ReadPaper Blog
Rethinking Continual Experience Internalization for Self-Evolving LLM Agents
The paper studies how large language model agents can convert past interaction experience into reusable parametric capability without relying on ever-growing context. Its central finding is that methods which look effective after one round of context distillation can suffer progressive capability collapse across multiple self-evolution iterations, and that stability depends on how experience is abstracted, injected, and distilled.
Source: Rethinking Continual Experience Internalization for Self-Evolving LLM Agents

Experience That Keeps Slipping
The paper addresses a core weakness in self-evolving LLM agents: learning from experience does not automatically compound over repeated training rounds. Existing experience internalization methods often distill an experience-aware teacher into an experience-free student and report strong single-iteration gains, but the authors show that this is not enough for continual learning. In their preliminary study, iterative on-policy context distillation degrades across iterations on web-reasoning benchmarks including WebWalkerQA, GAIA, and BrowseComp-ZH. This failure matters because autonomous agents are expected to keep improving as they collect trajectories, tool observations, and feedback over time. The paper frames the problem as progressive capability collapse, where the agent’s accumulated experience becomes a source of instability rather than durable improvement.

Three Ways Experience Can Be Packaged
The authors organize the design space of continual experience internalization around three dimensions: experience granularity, experience injection pattern, and internalization regime. Experience granularity distinguishes instance-level records of specific trajectories from principle-level summaries that capture reusable strategies, decision rules, and failure patterns. Experience injection pattern compares global injection, where the same experience context is supplied for an entire trajectory, with step-wise injection, where an LLM-based selector retrieves relevant experience for each intermediate history. Internalization regime contrasts on-policy context distillation, which supervises student-induced states, with off-policy context distillation, which trains on teacher-generated trajectories. The paper’s central recipe is that principle-level experience, step-wise injection, and off-policy context distillation produce a more stable path for self-evolving agents.
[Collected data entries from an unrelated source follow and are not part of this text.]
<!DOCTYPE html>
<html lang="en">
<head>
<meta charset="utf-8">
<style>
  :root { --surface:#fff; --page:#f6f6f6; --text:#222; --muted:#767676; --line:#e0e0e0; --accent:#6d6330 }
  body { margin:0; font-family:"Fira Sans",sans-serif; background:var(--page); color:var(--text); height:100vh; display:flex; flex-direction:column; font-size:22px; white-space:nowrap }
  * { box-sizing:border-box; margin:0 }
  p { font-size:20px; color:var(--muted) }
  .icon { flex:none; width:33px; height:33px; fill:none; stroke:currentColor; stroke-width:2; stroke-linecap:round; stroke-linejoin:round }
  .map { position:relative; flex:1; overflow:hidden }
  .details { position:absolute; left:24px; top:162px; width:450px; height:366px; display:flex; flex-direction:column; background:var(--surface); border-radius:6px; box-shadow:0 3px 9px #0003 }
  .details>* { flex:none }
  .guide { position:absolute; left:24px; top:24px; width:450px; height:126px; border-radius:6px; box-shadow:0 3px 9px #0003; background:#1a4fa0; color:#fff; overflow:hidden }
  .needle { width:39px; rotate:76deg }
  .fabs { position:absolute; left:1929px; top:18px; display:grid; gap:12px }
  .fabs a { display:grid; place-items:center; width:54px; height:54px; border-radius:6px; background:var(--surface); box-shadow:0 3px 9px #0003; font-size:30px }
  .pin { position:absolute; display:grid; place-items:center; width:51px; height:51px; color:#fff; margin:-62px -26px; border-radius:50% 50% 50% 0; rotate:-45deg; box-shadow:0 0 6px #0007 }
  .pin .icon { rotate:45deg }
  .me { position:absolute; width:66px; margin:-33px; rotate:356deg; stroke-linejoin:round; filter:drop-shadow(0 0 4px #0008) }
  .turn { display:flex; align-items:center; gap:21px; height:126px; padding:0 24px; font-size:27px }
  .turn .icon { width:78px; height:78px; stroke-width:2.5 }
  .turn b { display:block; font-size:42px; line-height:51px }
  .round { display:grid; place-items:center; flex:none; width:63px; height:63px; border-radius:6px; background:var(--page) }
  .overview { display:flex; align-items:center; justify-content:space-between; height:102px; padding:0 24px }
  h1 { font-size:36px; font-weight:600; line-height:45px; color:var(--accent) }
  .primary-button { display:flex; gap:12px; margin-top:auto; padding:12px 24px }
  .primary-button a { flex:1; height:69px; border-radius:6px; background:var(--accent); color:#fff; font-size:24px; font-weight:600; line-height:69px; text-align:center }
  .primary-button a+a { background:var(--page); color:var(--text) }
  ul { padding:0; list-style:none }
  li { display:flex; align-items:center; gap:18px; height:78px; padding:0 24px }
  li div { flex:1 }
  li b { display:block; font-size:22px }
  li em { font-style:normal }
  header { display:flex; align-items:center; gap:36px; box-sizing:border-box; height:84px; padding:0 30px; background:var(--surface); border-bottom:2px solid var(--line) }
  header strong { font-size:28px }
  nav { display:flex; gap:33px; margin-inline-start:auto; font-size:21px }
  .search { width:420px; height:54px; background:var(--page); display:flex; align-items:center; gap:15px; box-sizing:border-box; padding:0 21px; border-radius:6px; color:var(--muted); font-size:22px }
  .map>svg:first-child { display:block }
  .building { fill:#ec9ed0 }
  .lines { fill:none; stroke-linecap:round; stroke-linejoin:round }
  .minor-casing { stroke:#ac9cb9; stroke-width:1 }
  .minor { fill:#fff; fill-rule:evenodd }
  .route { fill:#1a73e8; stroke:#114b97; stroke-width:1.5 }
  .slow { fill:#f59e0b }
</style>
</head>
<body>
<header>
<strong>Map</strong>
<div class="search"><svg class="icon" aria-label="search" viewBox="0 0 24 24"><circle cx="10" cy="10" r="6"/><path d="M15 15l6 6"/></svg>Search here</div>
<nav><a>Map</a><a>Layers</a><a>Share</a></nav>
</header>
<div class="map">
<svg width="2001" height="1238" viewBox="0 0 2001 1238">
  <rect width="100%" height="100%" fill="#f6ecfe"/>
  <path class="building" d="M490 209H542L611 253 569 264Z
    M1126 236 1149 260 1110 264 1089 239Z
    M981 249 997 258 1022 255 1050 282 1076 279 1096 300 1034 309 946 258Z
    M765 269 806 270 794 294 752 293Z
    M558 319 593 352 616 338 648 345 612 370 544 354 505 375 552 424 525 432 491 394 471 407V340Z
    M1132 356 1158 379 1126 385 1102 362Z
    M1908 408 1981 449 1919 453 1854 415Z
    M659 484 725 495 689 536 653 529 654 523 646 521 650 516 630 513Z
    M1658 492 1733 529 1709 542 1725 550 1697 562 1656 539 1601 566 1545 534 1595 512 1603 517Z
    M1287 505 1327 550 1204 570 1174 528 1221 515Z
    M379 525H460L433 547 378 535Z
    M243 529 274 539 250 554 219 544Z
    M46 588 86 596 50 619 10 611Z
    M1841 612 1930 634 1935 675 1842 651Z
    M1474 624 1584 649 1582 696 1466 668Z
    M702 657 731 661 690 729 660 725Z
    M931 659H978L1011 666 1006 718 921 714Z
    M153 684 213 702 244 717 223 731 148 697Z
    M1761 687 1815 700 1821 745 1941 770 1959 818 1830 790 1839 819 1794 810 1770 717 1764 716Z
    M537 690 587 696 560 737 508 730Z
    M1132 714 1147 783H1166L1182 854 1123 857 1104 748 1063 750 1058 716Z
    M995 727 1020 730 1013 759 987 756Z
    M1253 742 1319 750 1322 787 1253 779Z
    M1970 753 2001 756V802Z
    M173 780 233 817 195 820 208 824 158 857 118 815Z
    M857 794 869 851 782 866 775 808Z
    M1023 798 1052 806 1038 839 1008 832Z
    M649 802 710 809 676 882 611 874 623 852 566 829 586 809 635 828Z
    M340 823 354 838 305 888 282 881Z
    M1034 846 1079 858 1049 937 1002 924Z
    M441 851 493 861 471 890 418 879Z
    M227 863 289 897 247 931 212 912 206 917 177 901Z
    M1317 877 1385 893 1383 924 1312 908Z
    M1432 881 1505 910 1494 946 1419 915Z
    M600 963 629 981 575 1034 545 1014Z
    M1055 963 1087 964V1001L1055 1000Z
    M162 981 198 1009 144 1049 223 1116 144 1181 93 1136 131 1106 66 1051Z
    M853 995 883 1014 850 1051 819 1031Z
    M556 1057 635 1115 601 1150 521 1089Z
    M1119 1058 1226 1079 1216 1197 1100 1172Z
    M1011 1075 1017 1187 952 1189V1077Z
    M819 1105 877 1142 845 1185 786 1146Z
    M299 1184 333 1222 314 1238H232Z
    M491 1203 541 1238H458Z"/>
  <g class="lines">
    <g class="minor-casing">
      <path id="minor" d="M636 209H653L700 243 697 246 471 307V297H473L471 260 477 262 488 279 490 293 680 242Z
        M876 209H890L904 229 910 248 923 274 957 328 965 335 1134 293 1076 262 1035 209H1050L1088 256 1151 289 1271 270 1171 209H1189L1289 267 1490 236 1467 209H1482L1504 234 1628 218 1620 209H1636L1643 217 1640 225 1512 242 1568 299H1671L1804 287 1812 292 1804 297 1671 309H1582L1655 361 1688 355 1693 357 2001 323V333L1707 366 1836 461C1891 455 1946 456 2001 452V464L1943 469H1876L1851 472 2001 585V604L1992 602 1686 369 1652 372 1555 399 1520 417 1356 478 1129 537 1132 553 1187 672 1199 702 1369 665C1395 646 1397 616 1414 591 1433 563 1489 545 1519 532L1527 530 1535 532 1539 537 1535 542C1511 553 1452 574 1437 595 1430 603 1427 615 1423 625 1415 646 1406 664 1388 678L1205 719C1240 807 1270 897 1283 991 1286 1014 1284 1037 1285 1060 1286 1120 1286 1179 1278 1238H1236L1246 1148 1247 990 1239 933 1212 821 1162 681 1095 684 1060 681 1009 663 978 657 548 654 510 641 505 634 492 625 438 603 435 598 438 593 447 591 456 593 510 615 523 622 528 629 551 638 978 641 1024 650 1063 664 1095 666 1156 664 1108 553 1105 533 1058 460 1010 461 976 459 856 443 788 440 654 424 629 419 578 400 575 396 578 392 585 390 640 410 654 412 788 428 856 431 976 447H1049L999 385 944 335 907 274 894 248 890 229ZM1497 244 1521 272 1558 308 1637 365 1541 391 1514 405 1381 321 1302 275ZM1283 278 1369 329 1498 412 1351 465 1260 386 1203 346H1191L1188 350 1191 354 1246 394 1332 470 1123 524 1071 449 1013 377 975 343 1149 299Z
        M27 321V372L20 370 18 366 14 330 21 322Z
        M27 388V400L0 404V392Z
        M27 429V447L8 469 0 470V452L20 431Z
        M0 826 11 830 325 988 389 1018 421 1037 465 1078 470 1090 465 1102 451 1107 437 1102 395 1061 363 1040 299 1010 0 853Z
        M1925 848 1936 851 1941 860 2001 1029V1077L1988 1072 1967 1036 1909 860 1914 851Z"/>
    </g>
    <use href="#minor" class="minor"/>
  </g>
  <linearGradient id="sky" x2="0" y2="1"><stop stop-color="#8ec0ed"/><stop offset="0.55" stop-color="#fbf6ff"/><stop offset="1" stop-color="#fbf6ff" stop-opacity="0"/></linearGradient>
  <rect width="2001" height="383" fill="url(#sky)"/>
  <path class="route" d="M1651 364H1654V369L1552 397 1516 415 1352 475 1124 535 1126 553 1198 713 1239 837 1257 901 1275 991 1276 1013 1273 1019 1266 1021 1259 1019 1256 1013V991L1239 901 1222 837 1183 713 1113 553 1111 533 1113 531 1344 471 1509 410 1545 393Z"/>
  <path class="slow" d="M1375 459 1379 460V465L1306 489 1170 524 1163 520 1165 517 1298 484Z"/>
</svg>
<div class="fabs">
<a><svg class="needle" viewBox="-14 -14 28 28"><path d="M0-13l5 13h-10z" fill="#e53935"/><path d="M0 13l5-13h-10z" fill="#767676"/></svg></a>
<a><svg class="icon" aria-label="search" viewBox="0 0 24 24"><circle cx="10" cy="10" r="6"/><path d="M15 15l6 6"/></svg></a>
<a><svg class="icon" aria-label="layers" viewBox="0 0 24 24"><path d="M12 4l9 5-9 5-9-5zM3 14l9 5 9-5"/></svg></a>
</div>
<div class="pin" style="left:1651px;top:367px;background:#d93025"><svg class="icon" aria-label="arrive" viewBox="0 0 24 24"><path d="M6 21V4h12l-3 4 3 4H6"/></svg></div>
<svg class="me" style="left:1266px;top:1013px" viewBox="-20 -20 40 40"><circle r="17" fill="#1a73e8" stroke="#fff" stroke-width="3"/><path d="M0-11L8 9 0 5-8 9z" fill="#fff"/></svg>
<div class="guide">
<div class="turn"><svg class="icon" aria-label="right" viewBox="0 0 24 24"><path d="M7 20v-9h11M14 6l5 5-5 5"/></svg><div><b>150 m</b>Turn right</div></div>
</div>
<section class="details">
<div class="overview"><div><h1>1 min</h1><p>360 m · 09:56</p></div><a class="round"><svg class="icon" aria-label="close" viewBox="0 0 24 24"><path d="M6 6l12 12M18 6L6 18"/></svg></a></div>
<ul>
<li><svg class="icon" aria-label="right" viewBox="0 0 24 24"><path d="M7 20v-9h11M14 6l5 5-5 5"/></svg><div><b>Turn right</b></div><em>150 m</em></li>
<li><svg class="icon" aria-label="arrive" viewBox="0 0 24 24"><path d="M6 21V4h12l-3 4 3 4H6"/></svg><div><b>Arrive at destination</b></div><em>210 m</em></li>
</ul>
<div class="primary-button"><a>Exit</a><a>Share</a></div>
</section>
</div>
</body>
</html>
Why Principles Travel Better
The paper finds that principle-level experience is more durable than instance-level experience because it abstracts away trajectory-specific details that may not transfer across tasks or iterations. In the authors’ formulation, trajectories are summarized into a natural-language experience pool, and the abstraction level of that pool strongly affects what the student internalizes. Instance-level experience can preserve narrow paths, local observations, or accidental details from a single interaction, increasing the risk that later training reinforces brittle behavior. Principle-level experience instead encodes broader strategies and failure patterns that can guide future reasoning and tool use in new states. The experiments on Qwen3 models indicate that this abstraction is especially important when internalization is repeated rather than evaluated as a one-shot transfer.

Put Experience Where Decisions Happen
The paper also argues that experience must be injected at the point where decisions are made, especially in long-horizon tool-use environments. The agents follow a ReAct-style interaction format, producing interleaved thoughts, actions, tool calls, and observations while using tools such as Search, Visit, Python, Scholar, and File Parser. Under global injection, the teacher receives a fixed experience context for the whole trajectory, which can fail to keep later decisions aligned with the most relevant experience. Under step-wise injection, a selector retrieves experience conditioned on the current interaction history, aligning guidance with intermediate decision states. The authors report that this state-aligned pattern outperforms global injection because long-horizon web reasoning requires experience to remain relevant as the trajectory evolves.

The Safe Recipe for Self-Evolution
The paper’s final practical conclusion is that stable self-evolution requires changing the trajectory distribution used for distillation, not only improving the experience representation. On-policy context distillation can work in a single iteration, but in repeated internalization it trains the teacher to correct states produced by the student, which may already be flawed or locally unstable. The authors argue that this reduces supervision to local corrections rather than coherent demonstrations of experience-guided behavior. Off-policy context distillation instead uses high-quality teacher-generated trajectories and trains the student to match the teacher distribution with forward KL, providing a more stable signal across iterations. Combined with principle-level experience and step-wise injection, this offers concrete guidance for engineering LLM agents that internalize experience as reusable capability rather than accumulating context that eventually collapses.